[Stored data entries]
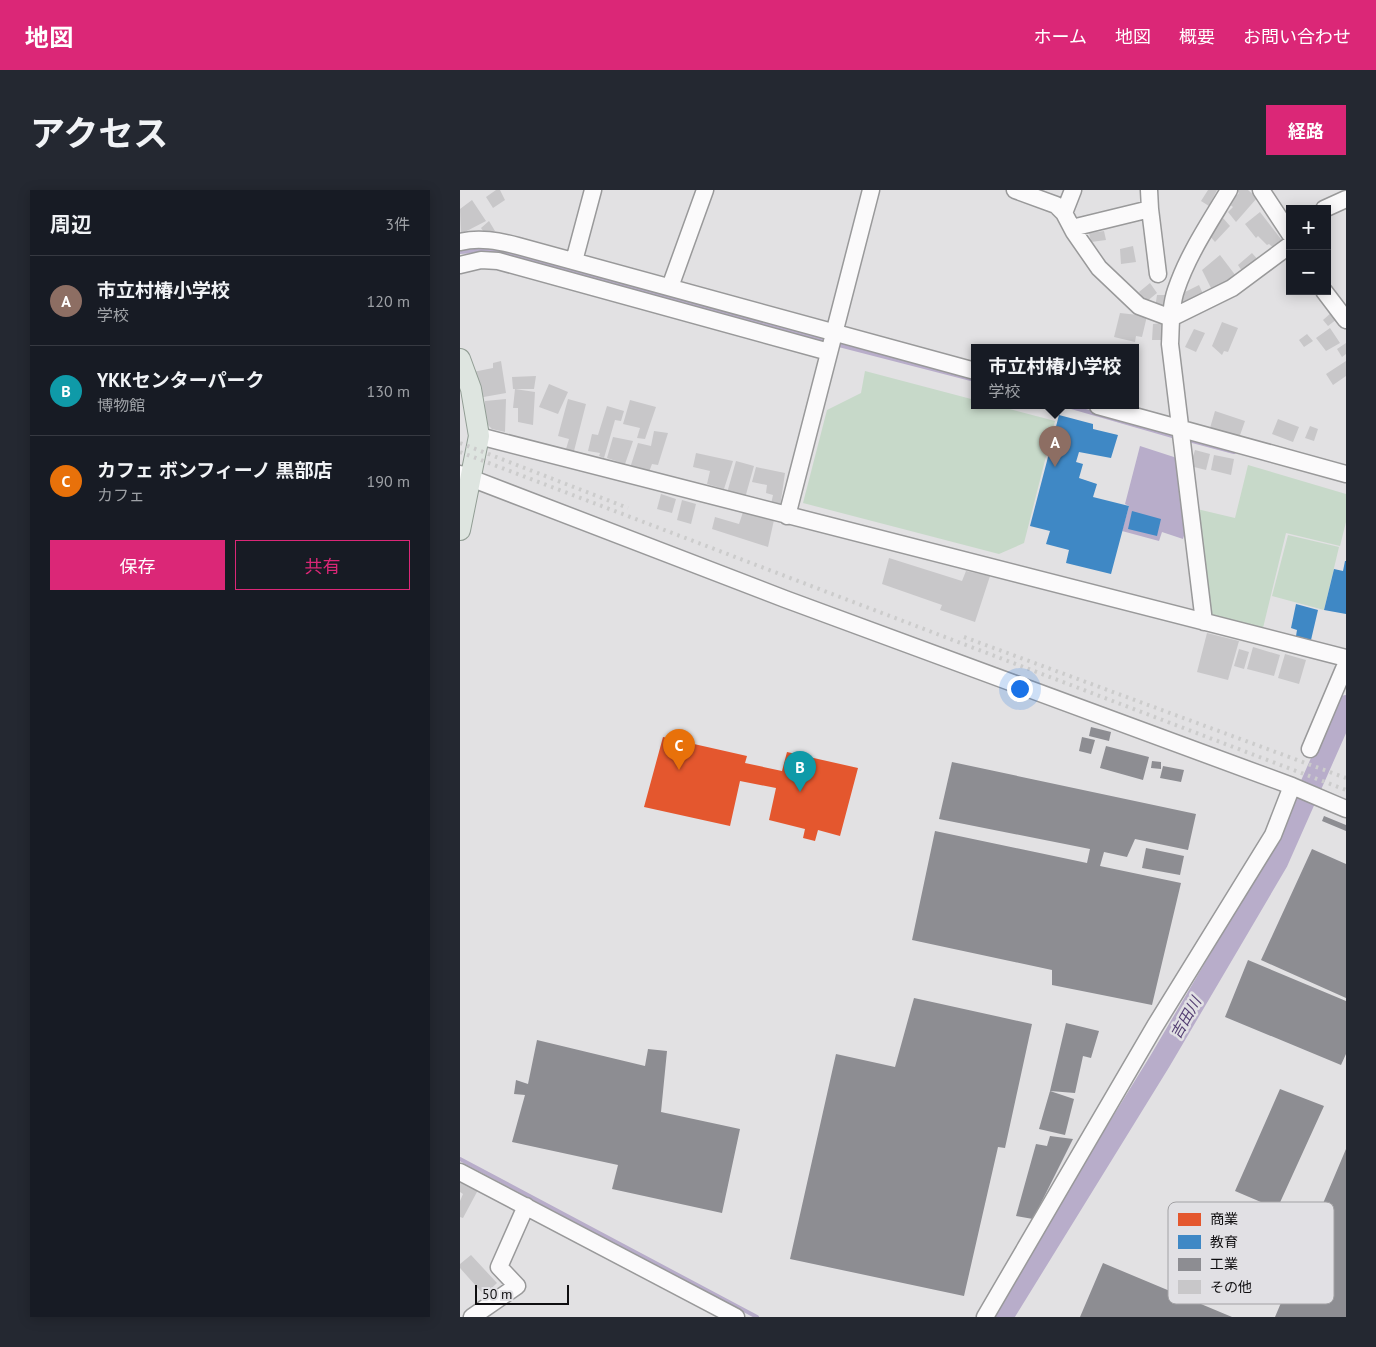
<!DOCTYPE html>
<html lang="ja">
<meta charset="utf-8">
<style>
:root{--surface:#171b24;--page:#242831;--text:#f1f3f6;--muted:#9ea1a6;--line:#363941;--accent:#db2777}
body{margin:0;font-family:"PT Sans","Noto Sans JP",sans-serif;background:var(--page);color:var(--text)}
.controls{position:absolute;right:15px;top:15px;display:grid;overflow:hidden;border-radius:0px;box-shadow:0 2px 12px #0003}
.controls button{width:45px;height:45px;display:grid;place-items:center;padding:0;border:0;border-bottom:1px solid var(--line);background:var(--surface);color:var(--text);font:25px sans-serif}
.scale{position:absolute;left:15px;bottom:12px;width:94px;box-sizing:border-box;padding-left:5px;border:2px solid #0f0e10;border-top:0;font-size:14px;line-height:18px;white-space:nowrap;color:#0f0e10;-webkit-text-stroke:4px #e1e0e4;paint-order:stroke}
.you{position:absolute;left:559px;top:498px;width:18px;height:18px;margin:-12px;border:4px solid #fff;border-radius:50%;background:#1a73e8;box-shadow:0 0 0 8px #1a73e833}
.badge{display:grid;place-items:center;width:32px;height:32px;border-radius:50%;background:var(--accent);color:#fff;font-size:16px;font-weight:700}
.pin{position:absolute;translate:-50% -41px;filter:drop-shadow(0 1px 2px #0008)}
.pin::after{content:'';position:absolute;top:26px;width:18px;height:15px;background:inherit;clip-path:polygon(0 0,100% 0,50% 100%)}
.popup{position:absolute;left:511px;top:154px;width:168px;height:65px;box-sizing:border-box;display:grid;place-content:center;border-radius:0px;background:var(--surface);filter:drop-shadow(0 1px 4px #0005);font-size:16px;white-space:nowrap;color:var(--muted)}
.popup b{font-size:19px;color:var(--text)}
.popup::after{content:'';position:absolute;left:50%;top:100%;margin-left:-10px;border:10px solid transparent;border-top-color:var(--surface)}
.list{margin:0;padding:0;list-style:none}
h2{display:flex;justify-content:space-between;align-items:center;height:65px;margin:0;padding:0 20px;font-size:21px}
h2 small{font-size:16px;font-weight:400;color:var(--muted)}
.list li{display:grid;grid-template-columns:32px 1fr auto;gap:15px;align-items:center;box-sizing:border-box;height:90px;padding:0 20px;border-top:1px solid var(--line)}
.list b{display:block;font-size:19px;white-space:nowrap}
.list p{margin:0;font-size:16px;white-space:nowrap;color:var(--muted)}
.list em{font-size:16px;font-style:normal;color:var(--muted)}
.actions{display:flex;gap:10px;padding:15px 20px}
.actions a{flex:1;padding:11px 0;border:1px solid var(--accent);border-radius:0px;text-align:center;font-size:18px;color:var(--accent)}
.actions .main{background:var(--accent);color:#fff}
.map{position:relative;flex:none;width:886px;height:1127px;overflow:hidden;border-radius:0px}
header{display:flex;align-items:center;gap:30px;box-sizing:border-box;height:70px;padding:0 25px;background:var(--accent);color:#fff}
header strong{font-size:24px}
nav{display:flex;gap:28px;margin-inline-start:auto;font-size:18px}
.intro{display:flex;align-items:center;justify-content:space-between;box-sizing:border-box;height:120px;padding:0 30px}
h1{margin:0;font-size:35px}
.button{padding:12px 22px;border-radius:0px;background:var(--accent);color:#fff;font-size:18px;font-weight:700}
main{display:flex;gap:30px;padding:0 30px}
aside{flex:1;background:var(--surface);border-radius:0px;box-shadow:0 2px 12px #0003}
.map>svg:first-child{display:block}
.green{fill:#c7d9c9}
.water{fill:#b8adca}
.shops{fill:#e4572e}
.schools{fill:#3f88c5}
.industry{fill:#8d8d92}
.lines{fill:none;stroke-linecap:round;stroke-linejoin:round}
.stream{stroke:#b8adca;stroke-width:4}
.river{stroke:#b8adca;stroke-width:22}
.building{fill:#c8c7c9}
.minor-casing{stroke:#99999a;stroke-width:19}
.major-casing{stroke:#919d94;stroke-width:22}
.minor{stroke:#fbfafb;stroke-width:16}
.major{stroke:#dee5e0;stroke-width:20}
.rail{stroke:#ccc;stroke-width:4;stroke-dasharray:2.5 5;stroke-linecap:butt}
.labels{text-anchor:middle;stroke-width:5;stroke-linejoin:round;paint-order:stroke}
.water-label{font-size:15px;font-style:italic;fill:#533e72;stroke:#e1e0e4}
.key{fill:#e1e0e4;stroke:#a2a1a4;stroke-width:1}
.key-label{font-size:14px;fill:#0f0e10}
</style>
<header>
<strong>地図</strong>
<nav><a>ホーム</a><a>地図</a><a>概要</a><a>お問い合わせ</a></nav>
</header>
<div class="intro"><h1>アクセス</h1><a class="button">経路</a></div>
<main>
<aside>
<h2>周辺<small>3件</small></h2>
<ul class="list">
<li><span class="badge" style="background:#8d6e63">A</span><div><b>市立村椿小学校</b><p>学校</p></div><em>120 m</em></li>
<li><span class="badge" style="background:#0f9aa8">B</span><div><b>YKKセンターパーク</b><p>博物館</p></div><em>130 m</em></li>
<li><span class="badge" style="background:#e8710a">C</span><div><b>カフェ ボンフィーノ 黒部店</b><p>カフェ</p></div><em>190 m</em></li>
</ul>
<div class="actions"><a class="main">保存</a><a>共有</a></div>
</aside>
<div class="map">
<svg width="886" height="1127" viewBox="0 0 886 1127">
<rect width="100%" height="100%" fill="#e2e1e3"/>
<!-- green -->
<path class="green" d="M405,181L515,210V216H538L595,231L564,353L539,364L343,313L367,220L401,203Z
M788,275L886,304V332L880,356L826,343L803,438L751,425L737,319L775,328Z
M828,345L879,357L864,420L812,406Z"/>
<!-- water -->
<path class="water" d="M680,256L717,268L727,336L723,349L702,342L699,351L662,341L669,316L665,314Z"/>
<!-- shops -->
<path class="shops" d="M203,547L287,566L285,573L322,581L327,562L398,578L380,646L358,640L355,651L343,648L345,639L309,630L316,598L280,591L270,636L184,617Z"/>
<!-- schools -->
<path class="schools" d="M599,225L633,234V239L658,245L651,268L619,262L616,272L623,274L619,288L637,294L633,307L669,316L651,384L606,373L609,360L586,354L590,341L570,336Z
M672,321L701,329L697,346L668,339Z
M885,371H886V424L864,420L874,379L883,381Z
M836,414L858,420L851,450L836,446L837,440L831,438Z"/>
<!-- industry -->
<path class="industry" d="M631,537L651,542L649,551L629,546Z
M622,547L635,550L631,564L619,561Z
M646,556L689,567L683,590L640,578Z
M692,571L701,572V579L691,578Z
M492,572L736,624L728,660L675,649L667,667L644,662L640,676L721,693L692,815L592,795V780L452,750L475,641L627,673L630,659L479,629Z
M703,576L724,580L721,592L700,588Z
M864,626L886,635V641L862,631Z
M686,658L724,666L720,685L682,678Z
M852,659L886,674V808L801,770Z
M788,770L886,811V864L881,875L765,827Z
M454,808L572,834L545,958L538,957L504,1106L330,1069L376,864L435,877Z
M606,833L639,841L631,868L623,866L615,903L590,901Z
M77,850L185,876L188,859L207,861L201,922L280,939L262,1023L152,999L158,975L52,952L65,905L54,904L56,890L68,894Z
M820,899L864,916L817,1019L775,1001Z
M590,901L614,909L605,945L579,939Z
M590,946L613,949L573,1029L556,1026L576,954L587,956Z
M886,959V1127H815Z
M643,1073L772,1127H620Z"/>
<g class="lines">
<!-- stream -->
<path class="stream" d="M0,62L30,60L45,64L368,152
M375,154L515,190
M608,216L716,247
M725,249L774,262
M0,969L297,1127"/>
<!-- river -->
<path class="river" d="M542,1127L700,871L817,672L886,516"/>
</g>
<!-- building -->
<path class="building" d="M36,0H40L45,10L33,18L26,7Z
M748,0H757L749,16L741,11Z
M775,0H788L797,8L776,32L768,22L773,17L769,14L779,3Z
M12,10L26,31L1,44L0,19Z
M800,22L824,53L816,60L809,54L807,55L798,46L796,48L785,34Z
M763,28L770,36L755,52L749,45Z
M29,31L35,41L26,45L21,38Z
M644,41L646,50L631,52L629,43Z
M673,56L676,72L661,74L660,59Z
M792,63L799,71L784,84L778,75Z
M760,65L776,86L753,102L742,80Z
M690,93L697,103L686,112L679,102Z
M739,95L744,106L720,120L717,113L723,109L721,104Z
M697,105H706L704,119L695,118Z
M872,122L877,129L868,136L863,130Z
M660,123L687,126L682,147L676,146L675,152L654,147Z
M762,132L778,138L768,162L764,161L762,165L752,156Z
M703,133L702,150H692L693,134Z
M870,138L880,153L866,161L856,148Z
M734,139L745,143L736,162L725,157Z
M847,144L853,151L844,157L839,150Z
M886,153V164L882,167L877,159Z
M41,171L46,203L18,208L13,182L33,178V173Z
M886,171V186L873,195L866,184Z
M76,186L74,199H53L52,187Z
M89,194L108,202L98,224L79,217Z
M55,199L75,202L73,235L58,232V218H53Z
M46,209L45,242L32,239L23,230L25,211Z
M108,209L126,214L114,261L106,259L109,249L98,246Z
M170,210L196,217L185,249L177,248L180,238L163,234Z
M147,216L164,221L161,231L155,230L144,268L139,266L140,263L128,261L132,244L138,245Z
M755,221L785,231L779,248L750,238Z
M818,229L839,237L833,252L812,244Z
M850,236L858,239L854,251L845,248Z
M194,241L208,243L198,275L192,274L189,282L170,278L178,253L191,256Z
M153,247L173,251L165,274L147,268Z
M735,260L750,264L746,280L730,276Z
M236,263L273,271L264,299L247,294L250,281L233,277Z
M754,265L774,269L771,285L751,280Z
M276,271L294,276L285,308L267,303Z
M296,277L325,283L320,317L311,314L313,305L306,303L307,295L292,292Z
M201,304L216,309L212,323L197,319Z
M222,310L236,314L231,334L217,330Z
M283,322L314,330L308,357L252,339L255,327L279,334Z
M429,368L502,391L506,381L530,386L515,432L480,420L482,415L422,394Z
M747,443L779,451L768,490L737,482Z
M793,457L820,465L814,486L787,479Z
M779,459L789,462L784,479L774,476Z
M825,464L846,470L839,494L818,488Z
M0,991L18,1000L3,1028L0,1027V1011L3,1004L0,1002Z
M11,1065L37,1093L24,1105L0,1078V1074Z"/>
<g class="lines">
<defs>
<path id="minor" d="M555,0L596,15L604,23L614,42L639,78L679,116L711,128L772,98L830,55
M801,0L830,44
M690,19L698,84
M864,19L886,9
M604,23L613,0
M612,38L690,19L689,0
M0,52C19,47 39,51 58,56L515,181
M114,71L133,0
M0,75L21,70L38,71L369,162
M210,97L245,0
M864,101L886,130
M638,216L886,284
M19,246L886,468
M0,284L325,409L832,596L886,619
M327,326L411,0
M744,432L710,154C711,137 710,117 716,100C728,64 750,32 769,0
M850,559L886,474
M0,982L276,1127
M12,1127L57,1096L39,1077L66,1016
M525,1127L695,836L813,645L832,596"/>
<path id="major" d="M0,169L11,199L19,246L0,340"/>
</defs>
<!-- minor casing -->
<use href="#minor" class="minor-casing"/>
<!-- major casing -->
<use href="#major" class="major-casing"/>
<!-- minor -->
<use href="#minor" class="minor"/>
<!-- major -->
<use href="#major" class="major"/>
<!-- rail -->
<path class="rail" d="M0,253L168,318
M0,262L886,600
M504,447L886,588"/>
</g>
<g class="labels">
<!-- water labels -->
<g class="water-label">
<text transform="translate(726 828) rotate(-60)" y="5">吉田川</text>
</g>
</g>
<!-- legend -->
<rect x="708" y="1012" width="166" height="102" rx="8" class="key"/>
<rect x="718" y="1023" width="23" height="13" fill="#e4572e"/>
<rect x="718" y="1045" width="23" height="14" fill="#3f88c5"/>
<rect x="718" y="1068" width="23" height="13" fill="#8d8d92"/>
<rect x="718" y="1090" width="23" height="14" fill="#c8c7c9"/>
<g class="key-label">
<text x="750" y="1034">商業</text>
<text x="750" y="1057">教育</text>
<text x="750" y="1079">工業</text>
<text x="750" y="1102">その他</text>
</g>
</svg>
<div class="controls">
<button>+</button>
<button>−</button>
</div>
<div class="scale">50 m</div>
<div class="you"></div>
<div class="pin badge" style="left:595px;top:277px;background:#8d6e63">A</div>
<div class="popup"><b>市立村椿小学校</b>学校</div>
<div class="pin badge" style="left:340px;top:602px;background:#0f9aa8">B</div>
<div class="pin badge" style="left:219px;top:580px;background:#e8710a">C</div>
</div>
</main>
* * *
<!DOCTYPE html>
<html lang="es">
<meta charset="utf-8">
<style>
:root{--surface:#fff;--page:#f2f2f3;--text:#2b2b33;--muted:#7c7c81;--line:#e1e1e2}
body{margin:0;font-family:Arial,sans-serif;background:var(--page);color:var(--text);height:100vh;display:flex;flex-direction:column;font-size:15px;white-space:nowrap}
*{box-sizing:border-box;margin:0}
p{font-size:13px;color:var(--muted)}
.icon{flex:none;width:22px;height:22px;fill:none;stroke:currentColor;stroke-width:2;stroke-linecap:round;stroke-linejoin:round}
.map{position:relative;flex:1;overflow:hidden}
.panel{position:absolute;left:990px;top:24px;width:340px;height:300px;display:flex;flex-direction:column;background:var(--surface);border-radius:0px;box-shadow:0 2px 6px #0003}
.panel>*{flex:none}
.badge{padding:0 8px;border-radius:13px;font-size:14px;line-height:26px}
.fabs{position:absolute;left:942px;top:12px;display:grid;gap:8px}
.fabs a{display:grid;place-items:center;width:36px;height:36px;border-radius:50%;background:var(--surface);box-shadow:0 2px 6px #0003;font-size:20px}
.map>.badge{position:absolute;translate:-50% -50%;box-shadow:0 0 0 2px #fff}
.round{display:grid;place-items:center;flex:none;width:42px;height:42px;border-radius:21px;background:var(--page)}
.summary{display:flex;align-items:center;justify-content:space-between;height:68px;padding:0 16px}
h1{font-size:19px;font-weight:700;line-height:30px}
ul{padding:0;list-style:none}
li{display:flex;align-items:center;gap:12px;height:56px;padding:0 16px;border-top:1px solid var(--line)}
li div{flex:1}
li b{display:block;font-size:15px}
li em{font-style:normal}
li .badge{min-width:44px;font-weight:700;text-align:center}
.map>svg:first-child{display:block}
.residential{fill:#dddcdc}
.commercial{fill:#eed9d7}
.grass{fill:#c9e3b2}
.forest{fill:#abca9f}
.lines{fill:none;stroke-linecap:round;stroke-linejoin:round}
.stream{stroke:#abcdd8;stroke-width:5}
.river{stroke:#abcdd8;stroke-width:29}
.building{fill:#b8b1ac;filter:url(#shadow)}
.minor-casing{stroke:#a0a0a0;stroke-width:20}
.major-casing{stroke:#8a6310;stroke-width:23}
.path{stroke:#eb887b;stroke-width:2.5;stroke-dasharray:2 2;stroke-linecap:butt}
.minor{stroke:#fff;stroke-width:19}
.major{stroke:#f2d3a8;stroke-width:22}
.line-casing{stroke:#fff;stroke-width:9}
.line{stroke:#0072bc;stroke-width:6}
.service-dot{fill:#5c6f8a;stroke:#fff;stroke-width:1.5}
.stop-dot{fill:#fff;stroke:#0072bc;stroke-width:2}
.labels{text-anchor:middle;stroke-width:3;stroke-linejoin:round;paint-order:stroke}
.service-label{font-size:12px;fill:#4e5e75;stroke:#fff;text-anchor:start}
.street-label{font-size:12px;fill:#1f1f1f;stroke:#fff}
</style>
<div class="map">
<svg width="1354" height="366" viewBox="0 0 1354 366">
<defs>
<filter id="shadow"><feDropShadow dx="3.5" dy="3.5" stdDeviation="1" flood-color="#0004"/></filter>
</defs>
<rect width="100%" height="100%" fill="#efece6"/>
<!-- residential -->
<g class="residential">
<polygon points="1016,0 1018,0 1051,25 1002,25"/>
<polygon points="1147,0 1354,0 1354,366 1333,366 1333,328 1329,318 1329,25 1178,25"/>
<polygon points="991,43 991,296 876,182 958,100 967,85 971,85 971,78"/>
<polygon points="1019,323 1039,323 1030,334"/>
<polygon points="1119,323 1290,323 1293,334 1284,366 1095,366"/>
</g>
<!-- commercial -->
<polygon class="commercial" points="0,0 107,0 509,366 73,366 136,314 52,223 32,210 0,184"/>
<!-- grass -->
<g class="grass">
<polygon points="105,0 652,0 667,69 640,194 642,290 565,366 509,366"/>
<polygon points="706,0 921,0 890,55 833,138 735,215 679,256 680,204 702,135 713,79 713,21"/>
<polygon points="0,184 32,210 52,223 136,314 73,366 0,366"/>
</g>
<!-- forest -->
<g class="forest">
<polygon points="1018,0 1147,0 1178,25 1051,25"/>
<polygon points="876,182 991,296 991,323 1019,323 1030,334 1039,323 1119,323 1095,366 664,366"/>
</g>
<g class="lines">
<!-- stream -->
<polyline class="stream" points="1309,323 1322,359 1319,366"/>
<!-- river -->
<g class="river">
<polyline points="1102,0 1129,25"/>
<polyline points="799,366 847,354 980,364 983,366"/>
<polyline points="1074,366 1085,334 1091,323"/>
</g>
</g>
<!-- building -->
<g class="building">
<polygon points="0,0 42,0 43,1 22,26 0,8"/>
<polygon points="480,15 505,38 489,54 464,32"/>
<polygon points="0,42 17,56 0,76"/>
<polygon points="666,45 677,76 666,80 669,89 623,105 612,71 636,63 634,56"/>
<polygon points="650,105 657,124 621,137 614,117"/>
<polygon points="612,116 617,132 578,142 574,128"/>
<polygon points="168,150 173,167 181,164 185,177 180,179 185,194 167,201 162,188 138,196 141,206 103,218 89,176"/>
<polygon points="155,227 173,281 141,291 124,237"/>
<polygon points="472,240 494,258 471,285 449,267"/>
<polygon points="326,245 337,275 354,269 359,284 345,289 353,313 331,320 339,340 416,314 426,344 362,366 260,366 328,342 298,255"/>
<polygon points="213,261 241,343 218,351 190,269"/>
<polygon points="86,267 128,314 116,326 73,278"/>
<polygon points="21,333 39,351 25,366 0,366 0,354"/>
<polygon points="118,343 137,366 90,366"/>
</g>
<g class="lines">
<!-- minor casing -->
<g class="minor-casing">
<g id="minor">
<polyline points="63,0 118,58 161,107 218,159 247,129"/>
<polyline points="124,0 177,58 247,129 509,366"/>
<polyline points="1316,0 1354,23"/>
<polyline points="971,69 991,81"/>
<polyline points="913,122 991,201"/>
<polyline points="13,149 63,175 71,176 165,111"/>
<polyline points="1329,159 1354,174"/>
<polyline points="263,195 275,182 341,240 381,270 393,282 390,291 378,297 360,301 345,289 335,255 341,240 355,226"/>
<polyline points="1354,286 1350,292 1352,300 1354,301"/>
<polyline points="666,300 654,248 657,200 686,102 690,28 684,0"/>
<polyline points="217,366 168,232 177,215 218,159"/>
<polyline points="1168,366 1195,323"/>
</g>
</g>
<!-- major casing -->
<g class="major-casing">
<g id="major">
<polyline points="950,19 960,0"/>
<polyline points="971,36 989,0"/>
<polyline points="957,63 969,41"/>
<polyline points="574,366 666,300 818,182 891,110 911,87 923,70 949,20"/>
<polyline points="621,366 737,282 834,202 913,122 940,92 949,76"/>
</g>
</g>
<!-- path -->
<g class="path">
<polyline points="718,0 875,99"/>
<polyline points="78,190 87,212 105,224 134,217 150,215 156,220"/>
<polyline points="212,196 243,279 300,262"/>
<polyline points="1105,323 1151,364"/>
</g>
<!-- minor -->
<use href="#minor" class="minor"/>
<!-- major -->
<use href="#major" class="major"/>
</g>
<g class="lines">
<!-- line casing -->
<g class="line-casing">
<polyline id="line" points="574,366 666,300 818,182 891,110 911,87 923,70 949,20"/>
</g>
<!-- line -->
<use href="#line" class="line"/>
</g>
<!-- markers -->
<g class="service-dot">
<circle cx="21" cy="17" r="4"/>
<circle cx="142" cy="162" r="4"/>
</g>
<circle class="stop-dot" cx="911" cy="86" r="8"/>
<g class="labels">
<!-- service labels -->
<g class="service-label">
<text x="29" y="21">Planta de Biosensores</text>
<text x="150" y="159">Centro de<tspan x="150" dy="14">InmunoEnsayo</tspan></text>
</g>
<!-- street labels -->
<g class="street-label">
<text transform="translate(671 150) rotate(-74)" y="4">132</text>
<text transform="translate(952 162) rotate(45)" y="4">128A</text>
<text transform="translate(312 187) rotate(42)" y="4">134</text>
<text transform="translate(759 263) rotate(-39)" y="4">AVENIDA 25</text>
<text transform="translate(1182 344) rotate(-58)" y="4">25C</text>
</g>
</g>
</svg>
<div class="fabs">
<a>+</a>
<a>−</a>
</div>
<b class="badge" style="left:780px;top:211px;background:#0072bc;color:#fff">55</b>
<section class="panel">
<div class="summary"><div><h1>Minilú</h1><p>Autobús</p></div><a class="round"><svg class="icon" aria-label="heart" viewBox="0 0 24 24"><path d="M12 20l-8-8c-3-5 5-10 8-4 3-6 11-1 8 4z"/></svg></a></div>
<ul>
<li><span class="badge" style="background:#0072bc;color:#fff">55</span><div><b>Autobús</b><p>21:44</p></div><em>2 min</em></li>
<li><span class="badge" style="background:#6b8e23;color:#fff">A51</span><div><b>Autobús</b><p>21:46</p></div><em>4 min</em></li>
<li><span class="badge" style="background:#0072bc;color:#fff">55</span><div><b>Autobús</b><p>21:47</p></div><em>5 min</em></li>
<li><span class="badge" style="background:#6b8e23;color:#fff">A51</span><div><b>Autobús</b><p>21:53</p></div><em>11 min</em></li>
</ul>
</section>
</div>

== What you are asked to do ==
When a line in the data contains the string "relative", copy that line.

== Output for this task ==
.map{position:relative;flex:none;width:886px;height:1127px;overflow:hidden;border-radius:0px}
.map{position:relative;flex:1;overflow:hidden}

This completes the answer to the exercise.